We note that an even more concise formulation can be constructed by omitting the slack-variables $v_i$ and linking the removal of constraints directly to $z_i$:

\[\begin{split}\begin{array}{l c} \text{minimize} \; & \sum z_i \\ \text{subject to} & \begin{gathered}[t] \begin{bmatrix} \mathbf{b_T^\intercal} & \mathbf{0} \\ \mathbf{0} & \mathbf{A_D} \end{bmatrix} \begin{bmatrix} \mathbf{y} \\ \mathbf{x} \end{bmatrix} \begin{matrix} \le \\ \le \end{matrix} \begin{bmatrix} -1 \\ \mathbf{b_D} \end{bmatrix}\\ \forall i: z_i = 0 \rightarrow \mathbf{A_{T\mathnormal{,i}}^\intercal y} = 0 \\ \forall i: z_i = 1 \rightarrow x_i = 0 \\ \mathbf{y\ge 0}, \, \hskip 1em z_i \in \{0,1\}. \end{gathered} \end{array}\end{split}\]

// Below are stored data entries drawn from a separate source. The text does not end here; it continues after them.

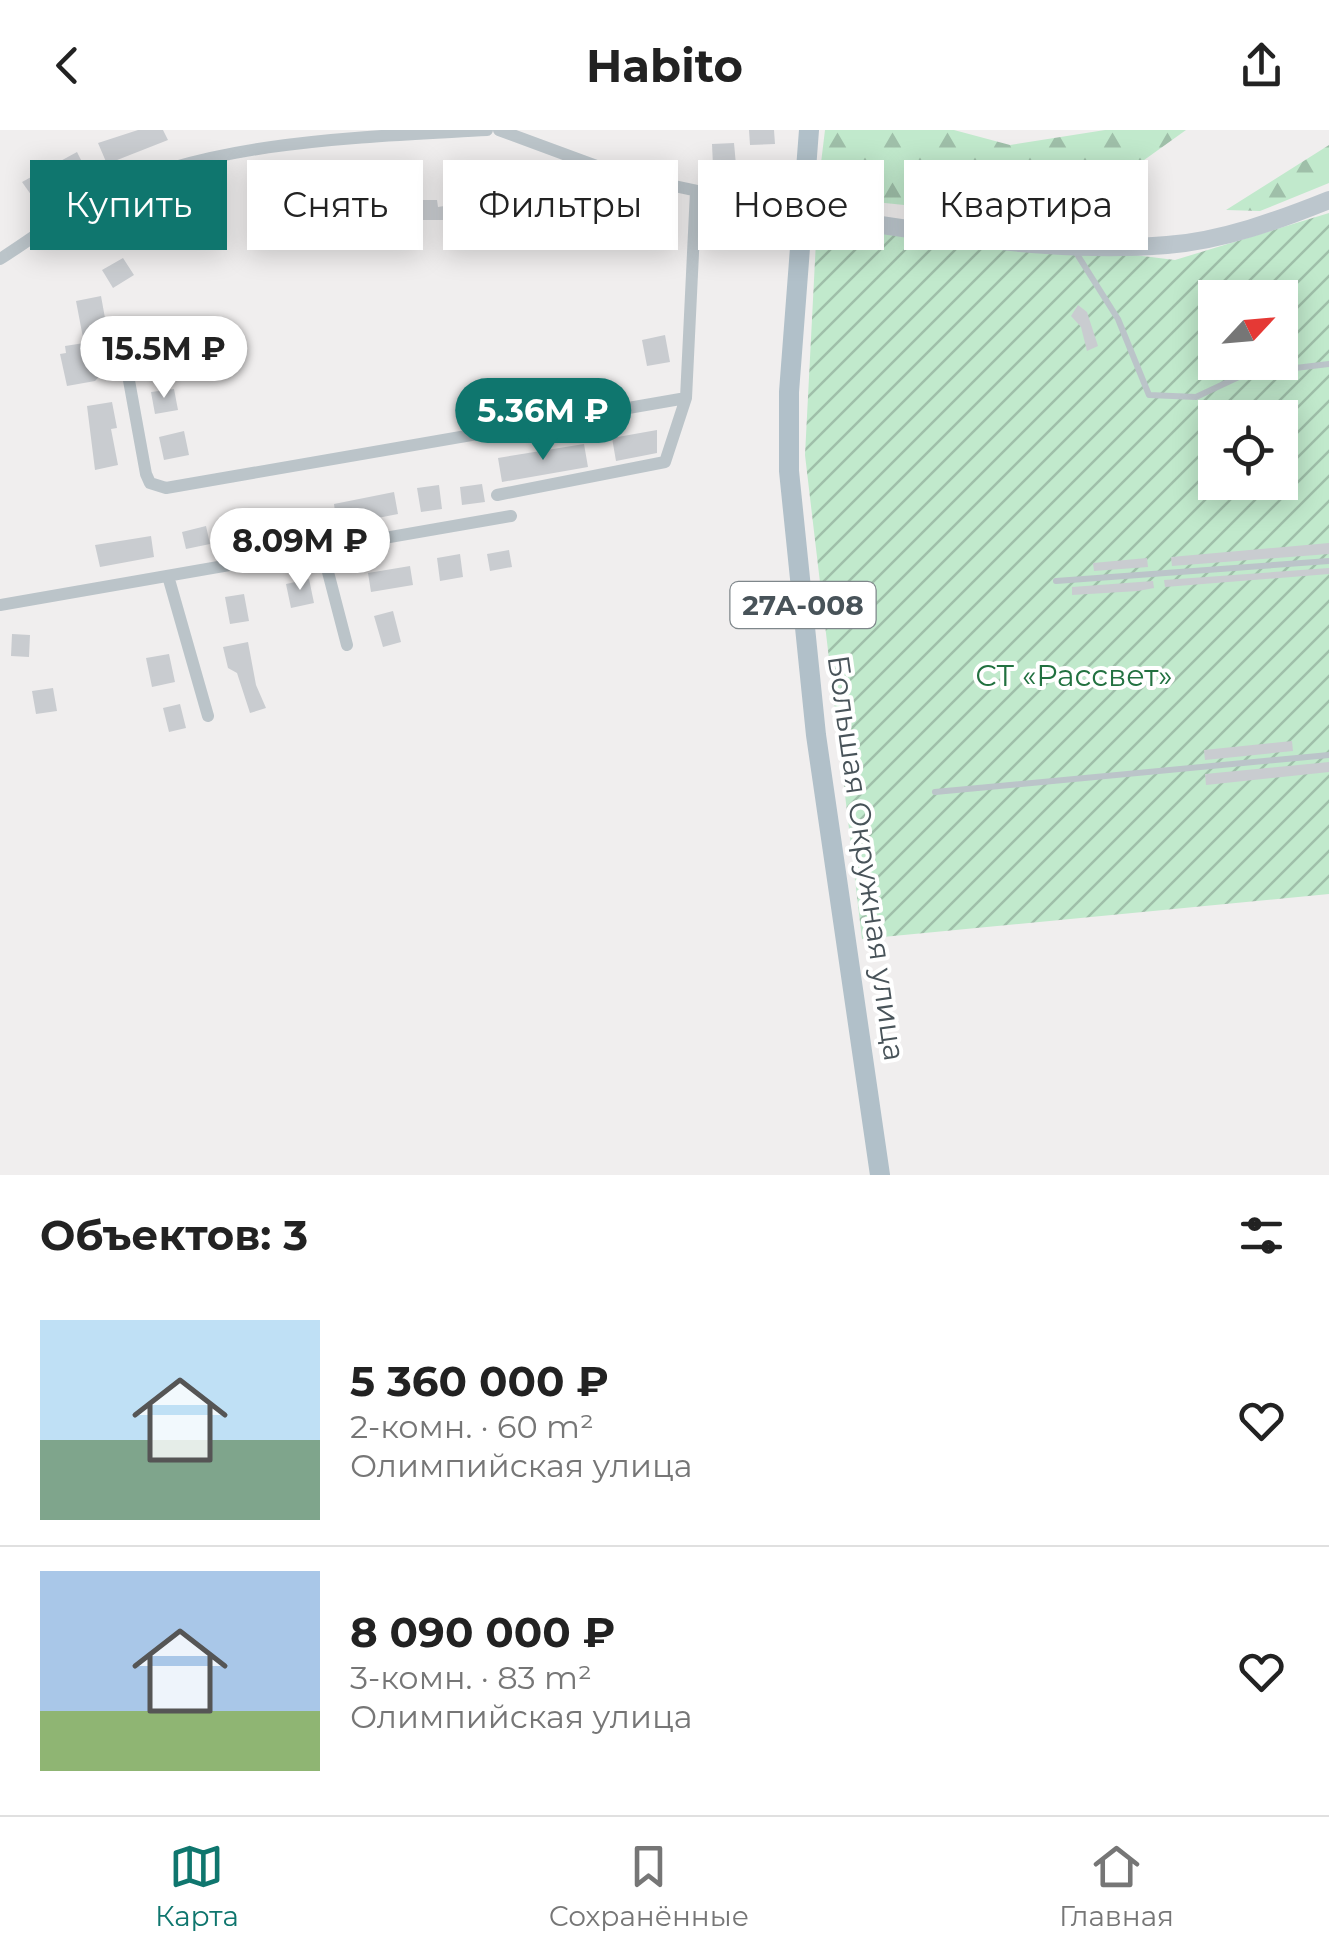 <!DOCTYPE html>
<html lang="ru">
<head>
<meta charset="utf-8">
<style>
  :root { --surface:#fff; --page:#f2f2f2; --text:#222; --muted:#767676; --line:#e0e0e0; --accent:#0f766e }
  body { margin:0; font-family:Montserrat,sans-serif; background:var(--page); color:var(--text); height:100vh; display:flex; flex-direction:column; font-size:38px; white-space:nowrap }
  * { box-sizing:border-box; margin:0 }
  p { font-size:32px; color:var(--muted) }
  .icon { flex:none; width:55px; height:55px; fill:none; stroke:currentColor; stroke-width:2; stroke-linecap:round; stroke-linejoin:round }
  .map { position:relative; height:1045px; overflow:hidden }
  .details { display:flex; flex-direction:column; background:var(--surface); flex:1 }
  .details>* { flex:none }
  .banner { position:absolute; left:30px; top:30px; width:1270px; height:90px; display:flex; gap:20px }
  .needle { width:65px; rotate:64deg }
  .fabs { position:absolute; left:1198px; top:150px; display:grid; gap:20px }
  .fabs a { display:grid; place-items:center; width:100px; height:100px; border-radius:0px; background:var(--surface); box-shadow:0 5px 25px #0003; font-size:50px }
  .price { position:absolute; translate:-50% -85px; padding:0 22px; border-radius:35px; background:#fff; color:#222; font-size:32px; line-height:65px; filter:drop-shadow(0 2px 5px #0008) }
  .price::after { content:''; position:absolute; left:50%; top:60px; width:30px; height:22px; margin-left:-15px; background:inherit; clip-path:polygon(0 0,100% 0,50% 100%) }
  .price.active { background:var(--accent); color:#fff }
  ul { padding:0; list-style:none }
  li { display:flex; align-items:center; gap:30px; height:250px; padding:0 40px }
  li+li { border-top:2px solid var(--line) }
  li span { display:grid; place-items:center; flex:none; width:280px; height:200px; border-radius:0px; color:#555 }
  li>.icon { margin-inline-start:auto }
  span .icon { width:120px; height:120px; fill:#fffc; stroke-width:1 }
  li b { font-size:42px }
  h2 { display:flex; justify-content:space-between; align-items:center; height:120px; padding:0 40px; font-size:42px }
  .pill { padding:0 35px; border-radius:0px; background:var(--surface); box-shadow:0 5px 25px #0003; font-size:35px; line-height:90px }
  .pill.active { background:var(--accent); color:#fff }
  header { display:flex; justify-content:space-between; align-items:center; height:130px; padding:0 40px; background:var(--surface); font-size:45px; font-weight:700 }
  .tabs { display:flex; justify-content:space-around; align-items:center; height:140px; border-top:2px solid var(--line); background:var(--surface); font-size:28px; color:var(--muted) }
  .tabs a { display:grid; justify-items:center; gap:5px }
  .tabs .active { color:var(--accent) }
  .map>svg:first-child { display:block }
  .forest { fill:url(#forest-firs) }
  .garden { fill:url(#garden-furrows); fill-rule:evenodd }
  .building { fill:#c9ccd0 }
  .lines { fill:none; stroke-linecap:round; stroke-linejoin:round }
  .lane { stroke:#bbc4c9; stroke-width:6 }
  .street { stroke:#bbc4c9; stroke-width:12 }
  .secondary { stroke:#bcc6cd; stroke-width:18 }
  .primary { stroke:#b1c0c9; stroke-width:20 }
  .labels { text-anchor:middle; stroke-width:8; stroke-linejoin:round; paint-order:stroke }
  .shield { fill:#fff; stroke:#7f878b; stroke-width:2.5 }
  .shield-label { font-size:28px; font-weight:bold; fill:#485359 }
  .park-label { font-size:30px; fill:#227140; stroke:#fff }
  .street-label { font-size:30px; fill:#485359; stroke:#fff }
</style>
</head>
<body>
<header><svg class="icon" aria-label="back" viewBox="0 0 24 24"><path d="M15 5l-7 7 7 7"/></svg>Habito<svg class="icon" aria-label="share" viewBox="0 0 24 24"><path d="M12 15V3M7 8l5-5 5 5M5 13v7h14v-7"/></svg></header>
<div class="map">
<svg width="1329" height="1045" viewBox="0 0 1329 1045">
  <defs>
    <pattern id="forest-firs" width="22" height="20" patternUnits="userSpaceOnUse" patternTransform="scale(2.5)"><rect width="22" height="20" fill="#c1e9cc"/><path d="M5 1l3.5 6h-7zM16 11l3.5 6h-7z" fill="#9fbfa9"/></pattern>
    <pattern id="garden-furrows" width="10" height="10" patternUnits="userSpaceOnUse" patternTransform="scale(2.5)"><rect width="10" height="10" fill="#c1e9cc"/><path d="M-1 1l2-2M0 10L10 0M9 11l2-2" fill="none" stroke="#9fbfa9"/></pattern>
  </defs>
  <rect width="100%" height="100%" fill="#f0eeee"/>
  <!-- forest -->
  <path class="forest" d="M825 0H954L1010 15 1105 0H1186L1059 91 817 66Z
    M1329 15V53L1260 81 1226 80Z"/>
  <!-- garden -->
  <path class="garden" d="M1329 83V764L862 809 805 325 816 111 843 89 1175 130ZM1215 168H1280V232H1215ZM1215 288H1280V352H1215Z"/>
  <!-- building -->
  <path class="building" d="M138 0H163L168 10 107 34 98 13Z
    M749 0H774L775 14 750 15Z
    M734 13 736 35 713 36 712 14Z
    M77 22 86 40 34 69 22 52Z
    M395 57 399 81 359 87 360 96 340 97 339 79 373 77 370 61Z
    M534 60 553 65 549 81 530 76Z
    M419 70H437L438 77 475 71 478 92 456 95 455 90H419Z
    M319 85 323 109 299 114 294 89Z
    M123 128 134 145 113 158 102 140Z
    M101 166 113 232 95 251 67 256 60 224 66 223 65 216 84 213 76 171Z
    M1078 175 1087 182 1098 216 1087 221 1081 197 1071 186Z
    M665 205 670 232 647 236 642 210Z
    M174 259 178 280 155 284 151 262Z
    M112 272 117 298 111 299 118 335 95 340 87 276Z
    M657 300V323L616 331 612 308Z
    M184 301 189 325 164 330 159 307Z
    M584 314 588 337 502 352 498 328Z
    M482 354 485 372 462 375 460 357Z
    M439 355 442 379 421 382 417 358Z
    M394 362 398 384 337 396 334 374Z
    M300 384 303 402 283 406 280 387Z
    M206 396 210 414 186 419 182 402Z
    M151 406 154 427 100 437 95 415Z
    M1329 413V424L1172 436 1171 427Z
    M509 420 512 437 490 441 487 424Z
    M460 424 463 447 440 451 437 428Z
    M1147 428 1148 437 1094 441 1093 433Z
    M410 436 413 455 371 462 368 443Z
    M1329 438V444L1165 457 1164 450Z
    M309 449 314 473 291 478 286 454Z
    M1153 451 1154 458 1138 461 1072 465V457Z
    M244 464 249 491 230 494 225 467Z
    M393 481 401 512 383 517 374 486Z
    M12 504 30 505 29 527 11 526Z
    M248 512 256 555 266 578 250 583 237 543 228 538 223 517Z
    M169 524 175 552 152 557 146 528Z
    M53 558 57 581 36 584 32 561Z
    M180 574 186 598 169 602 163 578Z
    M1292 611 1293 621 1205 630 1204 620Z
    M1329 632V642L1206 655 1205 644Z"/>
  <g class="lines">
    <!-- lane -->
    <path class="lane" d="M1075 121 1118 189 1149 265 1196 267 1245 244 1329 234
      M1056 451 1329 431
      M935 662 1329 625"/>
    <!-- street -->
    <path class="street" d="M499 0 618 44 801 83
      M0 129C32 109 63 84 97 67 207 10 365 7 487 0
      M120 201 146 344 150 353 166 358 686 268
      M497 365 665 332 686 268 696 61
      M322 419 347 515
      M168 446 208 586
      M0 475 511 386"/>
    <!-- secondary -->
    <path class="secondary" d="M801 83C922 100 1044 125 1167 115 1222 111 1279 90 1329 70"/>
    <!-- primary -->
    <path class="primary" d="M809 0 789 262V341L816 605 880 1045"/>
  </g>
  <g class="labels">
    <!-- shield labels -->
    <rect class="shield" x="730.5" y="452" width="145" height="46" rx="8"/>
    <g class="shield-label">
      <text x="803" y="485">27А-008</text>
    </g>
    <!-- park labels -->
    <g class="park-label">
      <text x="1074" y="556">СТ «Рассвет»</text>
    </g>
    <!-- street labels -->
    <g class="street-label">
      <text transform="translate(866 728) rotate(82)" y="10">Большая Окружная улица</text>
    </g>
  </g>
</svg>
<div class="fabs">
<a><svg class="needle" viewBox="-14 -14 28 28"><path d="M0-13l5 13h-10z" fill="#e53935"/><path d="M0 13l5-13h-10z" fill="#767676"/></svg></a>
<a><svg class="icon" aria-label="locate" viewBox="0 0 24 24"><circle cx="12" cy="12" r="6"/><path d="M12 2v4M12 18v4M2 12h4M18 12h4"/></svg></a>
</div>
<b class="price" style="left:164px;top:271px">15.5M ₽</b>
<b class="price active" style="left:543px;top:333px">5.36M ₽</b>
<b class="price" style="left:300px;top:463px">8.09M ₽</b>
<div class="banner">
<a class="pill active">Купить</a>
<a class="pill">Снять</a>
<a class="pill">Фильтры</a>
<a class="pill">Новое</a>
<a class="pill">Квартира</a>
</div>
</div>
<section class="details">
<h2>Объектов: 3<svg class="icon" aria-label="filters" viewBox="0 0 24 24"><path d="M4 7h16M4 17h16"/><circle cx="9" cy="7" r="2"/><circle cx="15" cy="17" r="2"/></svg></h2>
<ul>
<li><span style="background:linear-gradient(#bfe0f5 60%,#7fa58c 0)"><svg class="icon" aria-label="home" viewBox="0 0 24 24"><path d="M3 11l9-7 9 7M6 9v11h12V9"/></svg></span><div><b>5 360 000 ₽</b><p>2-комн. · 60 m²</p><p>Олимпийская улица</p></div><svg class="icon" aria-label="heart" viewBox="0 0 24 24"><path d="M12 20l-8-8c-3-5 5-10 8-4 3-6 11-1 8 4z"/></svg></li>
<li><span style="background:linear-gradient(#a9c7e8 70%,#8fb573 0)"><svg class="icon" aria-label="home" viewBox="0 0 24 24"><path d="M3 11l9-7 9 7M6 9v11h12V9"/></svg></span><div><b>8 090 000 ₽</b><p>3-комн. · 83 m²</p><p>Олимпийская улица</p></div><svg class="icon" aria-label="heart" viewBox="0 0 24 24"><path d="M12 20l-8-8c-3-5 5-10 8-4 3-6 11-1 8 4z"/></svg></li>
</ul>
</section>
<nav class="tabs">
<a class="active"><svg class="icon" aria-label="map" viewBox="0 0 24 24"><path d="M3 6l6-2 6 2 6-2v14l-6 2-6-2-6 2zM9 4v14M15 6v14"/></svg>Карта</a>
<a><svg class="icon" aria-label="saved" viewBox="0 0 24 24"><path d="M7 4h10v16l-5-4-5 4z"/></svg>Сохранённые</a>
<a><svg class="icon" aria-label="home" viewBox="0 0 24 24"><path d="M3 11l9-7 9 7M6 9v11h12V9"/></svg>Главная</a>
</nav>
</body>
</html>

The MCS $S$ (containing the indices of the knocked-out reactions), computed by the MILP, is given by $S=\{i|z_i=1\}$. Multiple MCS solutions (with increasing cardinality) can be found by excluding previously found solutions and their supersets through integer cut constraints and solving the MILP repeatedly.